For example, for polyolefin resins, the temperature is 90°C or lower, 30°C or higher, preferably 50°C or higher. The contact time is within 20 minutes, preferably from 5 seconds to 5 minutes. Further, in the present invention, a preheated solvent can be brought into contact with the surface of the polymeric substance.

[0020] In the present invention, the ultraviolet rays irradiated onto the surface of the polymeric substance must have a wavelength of 2,000 Å or less, and in particular, the main wavelength of action must be 1,849 Å. The stronger the intensity of the ultraviolet rays, the better, but in general,
700-15,000 mJ/cm2, preferably 1,0
It is in the range of 00 to 10,000 mJ/cm2.

[0021] When carrying out the present invention, the molded article made of a polymeric substance after irradiation with ultraviolet rays can be directly subjected to painting, printing, or adhesion. Further, the fiber or cloth after irradiation with ultraviolet rays can be dyed as is. If necessary, after the surfaces are subjected to static electricity removal treatment, painting, printing, adhesion, or dyeing is performed.

When treated with the solvent of the present invention, additives such as antioxidants and relatively small molecular weight components of the polymeric substance are eluted from the surface of the polymeric substance, and the surface of the polymeric substance is It is thought that the surface becomes rougher and becomes more activated along with the activation effect of ultraviolet irradiation. In order to exhibit such an effect, it is important that the solvent has an appropriate dissolving power. Since the solvent of the present invention hardly contains aromatic hydrocarbons and does not contain tetralin or decalin, it does not have too strong a dissolving power, and there is no risk of causing swelling and reducing strength. Furthermore, since it is composed of multiple components, it has a better balance of dissolving power than single-component solvents.

[0023]

EXAMPLES Next, the present invention will be explained in more detail with reference to examples. Solvent production example Boiling point range 150-300℃ obtained by distillation of crude oil
kerosene fraction (paraffins 65% by weight, naphthenes 25% by weight)
weight%, aromatic 10% by weight) at 280℃, 90kg/c
Under the conditions of m2, nuclear hydrogenation is carried out using a Ni-W catalyst for nuclear hydrogenation of aromatic hydrocarbons as a catalyst, and the obtained product is converted into molecules with 5 Å pores made of synthetic zeolite using the Molex method. The n-paraffins were separated by feeding into a separation column packed with sieves. The obtained residual oil fraction with reduced n-paraffins was then subjected to precision distillation using a two-column precision distillation apparatus to obtain a hydrocarbon mixture fraction with a boiling point of 210 to 240°C. Table 1 shows the properties of the solvent thus obtained.

[0024]

[Table 1]

Example 1 Isotactic polypropylene (crystallinity 80%, density 0.910 g/cm3, melt flow rate 10 g/cm3)
10min) 65% by weight, ethylene-propylene rubber (crystallinity 5% or less, density 0.860g/cm3, Mooney viscosity (100°C) 30) 25% by weight, and talc 10% by weight.
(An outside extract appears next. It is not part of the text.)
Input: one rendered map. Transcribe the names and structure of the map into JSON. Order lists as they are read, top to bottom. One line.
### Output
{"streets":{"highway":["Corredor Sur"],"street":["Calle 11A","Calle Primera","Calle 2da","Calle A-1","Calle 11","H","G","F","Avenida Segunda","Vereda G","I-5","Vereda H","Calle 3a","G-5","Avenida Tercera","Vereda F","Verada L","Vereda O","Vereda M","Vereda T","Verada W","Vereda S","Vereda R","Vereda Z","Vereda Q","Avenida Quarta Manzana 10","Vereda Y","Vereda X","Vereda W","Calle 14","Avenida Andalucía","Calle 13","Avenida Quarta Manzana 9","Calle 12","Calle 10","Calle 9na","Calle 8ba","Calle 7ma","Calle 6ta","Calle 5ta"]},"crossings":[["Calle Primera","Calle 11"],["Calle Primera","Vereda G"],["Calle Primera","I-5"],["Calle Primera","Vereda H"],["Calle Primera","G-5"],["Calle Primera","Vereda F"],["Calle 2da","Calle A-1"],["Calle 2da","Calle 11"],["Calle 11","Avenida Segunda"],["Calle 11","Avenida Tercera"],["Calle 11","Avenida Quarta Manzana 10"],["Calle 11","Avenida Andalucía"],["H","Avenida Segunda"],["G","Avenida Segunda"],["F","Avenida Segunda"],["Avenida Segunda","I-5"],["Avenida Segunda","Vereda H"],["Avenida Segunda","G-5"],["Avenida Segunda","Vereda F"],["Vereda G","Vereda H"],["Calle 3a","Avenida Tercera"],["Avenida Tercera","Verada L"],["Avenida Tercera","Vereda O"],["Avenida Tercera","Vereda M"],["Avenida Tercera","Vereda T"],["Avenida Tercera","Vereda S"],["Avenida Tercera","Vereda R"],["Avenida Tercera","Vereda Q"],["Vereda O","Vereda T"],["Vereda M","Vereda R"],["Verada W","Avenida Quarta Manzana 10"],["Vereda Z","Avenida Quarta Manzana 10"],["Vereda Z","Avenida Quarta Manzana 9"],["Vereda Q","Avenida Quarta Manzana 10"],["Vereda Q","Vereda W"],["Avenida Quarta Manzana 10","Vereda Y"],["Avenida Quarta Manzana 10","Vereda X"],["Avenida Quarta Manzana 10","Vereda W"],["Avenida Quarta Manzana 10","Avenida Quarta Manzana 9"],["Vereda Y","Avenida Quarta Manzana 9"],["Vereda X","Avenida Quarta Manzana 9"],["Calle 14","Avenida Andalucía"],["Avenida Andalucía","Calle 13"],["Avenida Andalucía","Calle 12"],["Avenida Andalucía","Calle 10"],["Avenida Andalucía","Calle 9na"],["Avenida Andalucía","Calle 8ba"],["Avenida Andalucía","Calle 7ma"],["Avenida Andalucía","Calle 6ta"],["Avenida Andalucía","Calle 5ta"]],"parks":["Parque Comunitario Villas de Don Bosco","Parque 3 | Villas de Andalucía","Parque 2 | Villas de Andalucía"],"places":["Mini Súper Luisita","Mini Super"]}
An injection molded plate was produced. This molded plate was immersed in the above solvent at 40°C for 3 minutes. At this time, 28 kHz ultrasonic waves were irradiated. Then, it was dried at 80℃ for 5 minutes using a hot air circulation dryer.
After drying for a minute, use a low-pressure mercury lamp (product name: SUV-1).
10.Using a Sen special light source (manufactured by Sen Special Light Source Co., Ltd.), ultraviolet rays were irradiated for 5 minutes from a distance of 5 cm in an air atmosphere. The low-pressure mercury lamp used here was manufactured using synthetic quartz, which has a light transmittance of 85% or more at a wavelength of 1,850 Å. Approximately 30 minutes after the above treatment, the surface of the board was coated by a spray coating method using an acrylic resin paint containing an acrylic ester as a main component and a ketone solvent as a dispersion medium. The coating film formed on the surface of the plate was uniform and beautiful. Furthermore, after drying in an air atmosphere at room temperature for about 24 hours, the adhesion of the coating film was examined. Adhesion is expressed by cross-cutting the coating film to a width of 2 mm, pressing cellophane tape (Mitsubishi Uni Cellophane Tape 18) onto the coating film, and determining the proportion (percentage) of the number of lines remaining after peeling it off. However, the result was 98, which was good.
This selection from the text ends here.